When brought into dual focus, Harris’s List (pub. 1793) and John Badcock’s The London Guide (pub. 1818) – which provide the addresses of London prostitutes – show how popular guides to England's capital brought together the Romantic era’s obsessions with cartography and walking tours and its fascination with transgressive women. Indeed, literature of the Romantic period allows us to identify and calibrate the gendered geosurveillance – surveillance of geographical activities – of women in city spaces.
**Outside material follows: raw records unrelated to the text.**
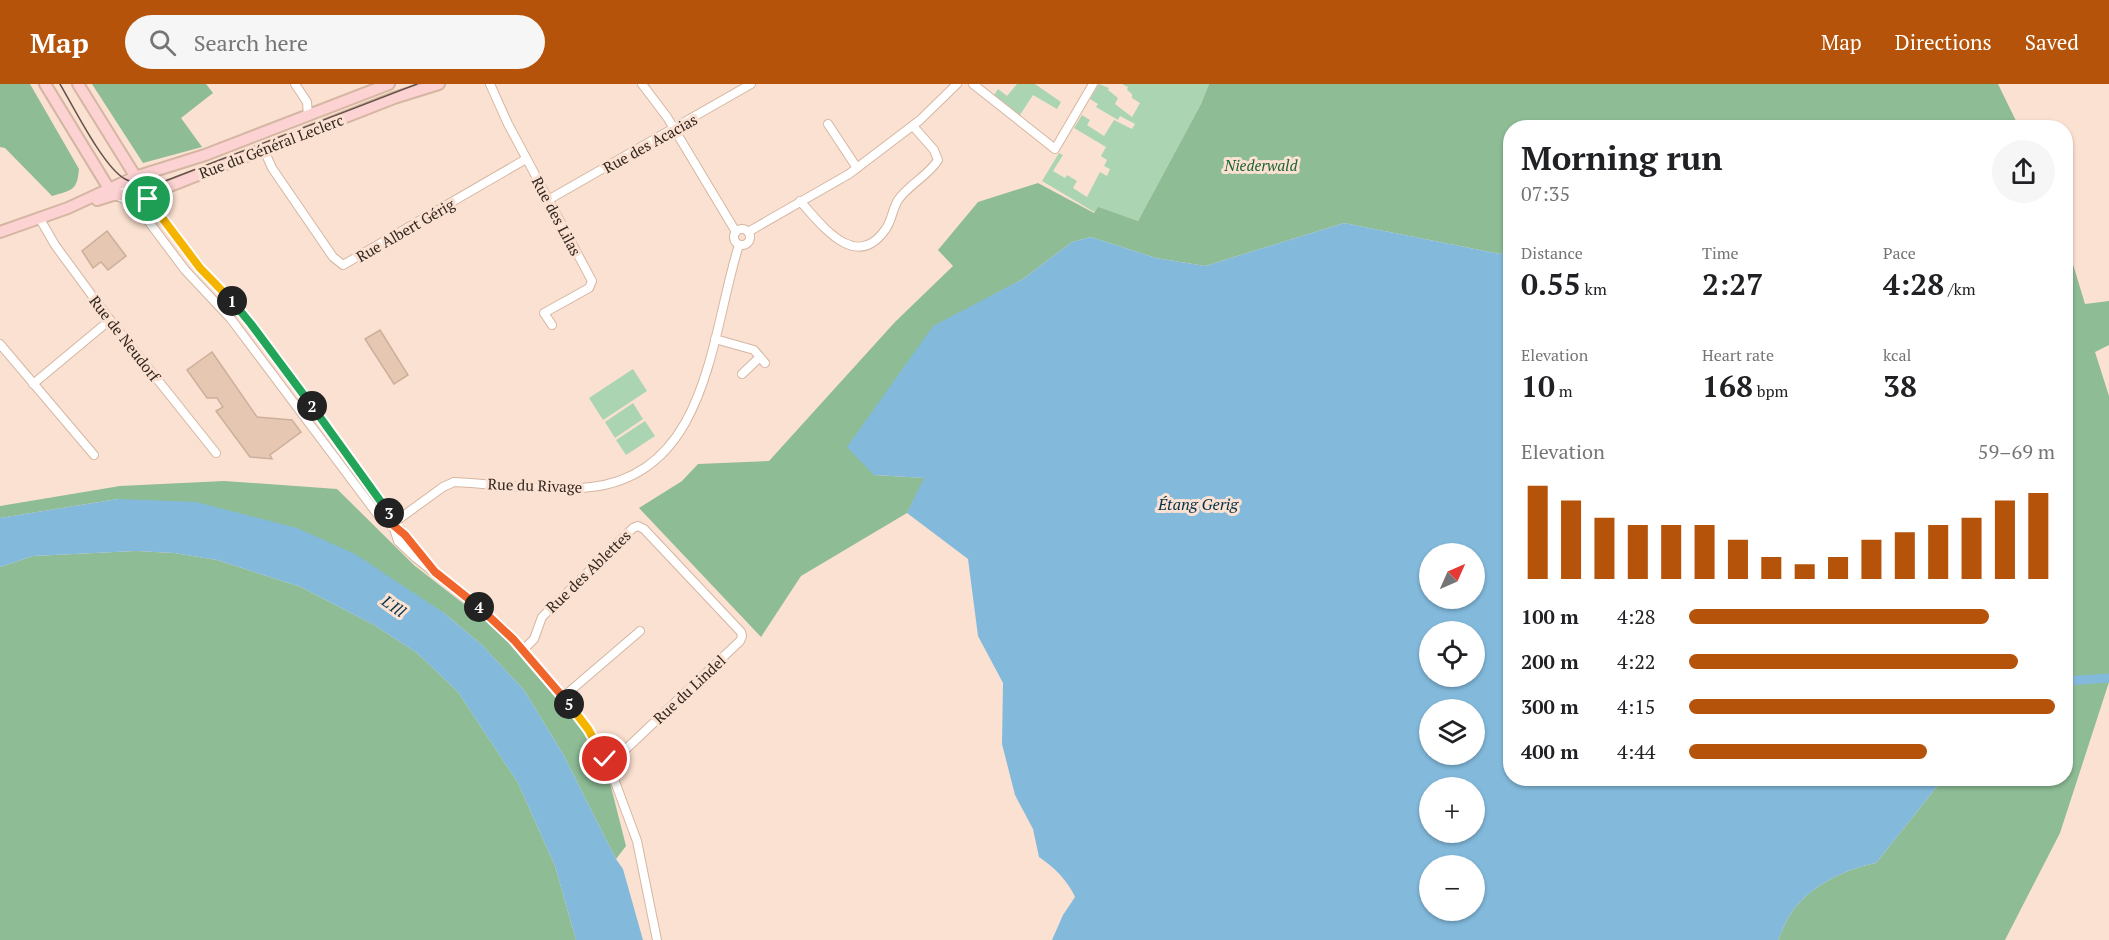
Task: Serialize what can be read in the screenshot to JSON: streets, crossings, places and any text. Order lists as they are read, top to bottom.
{
  "streets": {
    "main road": ["Rue du Général Leclerc"],
    "street": [
      "Rue des Acacias",
      "Rue des Lilas",
      "Rue Albert Gérig",
      "Rue de Neudorf",
      "Rue du Rivage",
      "Rue des Ablettes",
      "Rue du Lindel"
    ]
  },
  "crossings": [
    ["Rue des Acacias", "Rue des Lilas"],
    ["Rue du Général Leclerc", "Rue Albert Gérig"],
    ["Rue du Général Leclerc", "Rue de Neudorf"],
    ["Rue des Lilas", "Rue Albert Gérig"],
    ["Rue des Ablettes", "Rue du Lindel"]
  ],
  "water": ["Étang Gerig", "L'Ill"],
  "parks": ["Niederwald"],
  "north": "top right",
  "page": {
    "header": "Map",
    "search": "Search here",
    "nav": ["Map", "Directions", "Saved"],
    "heading": ["Morning run", "07:35"],
    "stats": [
      ["Distance", "0.55 km"],
      ["Time", "2:27"],
      ["Pace", "4:28 /km"],
      ["Elevation", "10 m"],
      ["Heart rate", "168 bpm"],
      ["kcal", "38"]
    ],
    "pins": [
      "1",
      "2",
      "3",
      "4",
      "5"
    ],
    "chart": ["Elevation", "59–69 m"],
    "map_buttons": ["+", "−"],
    "list": [
      {
        "name": "100 m",
        "note": "4:28"
      },
      {
        "name": "200 m",
        "note": "4:22"
      },
      {
        "name": "300 m",
        "note": "4:15"
      },
      {
        "name": "400 m",
        "note": "4:44"
      }
    ]
  }
}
To this end, this chapter considers recent research by Jeremy Crampton (2010) into geosurveillance in terms of social regulation in late-eighteenth and early nineteenth-century handbooks to London, such as Harris’s List and ‘stranger’s guides’ to the city. As we will see, fictional accounts of London’s ‘low life’, notably Pierce Egan’s Life in London (pub. 1822), were influenced by these indexes, and correspondingly invited readers to keep track of the city’s ‘risky’ female bodies. In a similar way, I will suggest, Thomas De Quincey’s Confessions of an English Opium-Eater (pub. 1821) is preoccupied with mapping women – particularly the young prostitute Ann, who successfully evades the narrator – but the text hints at strategies urban women deployed aimed at resisting such mapping.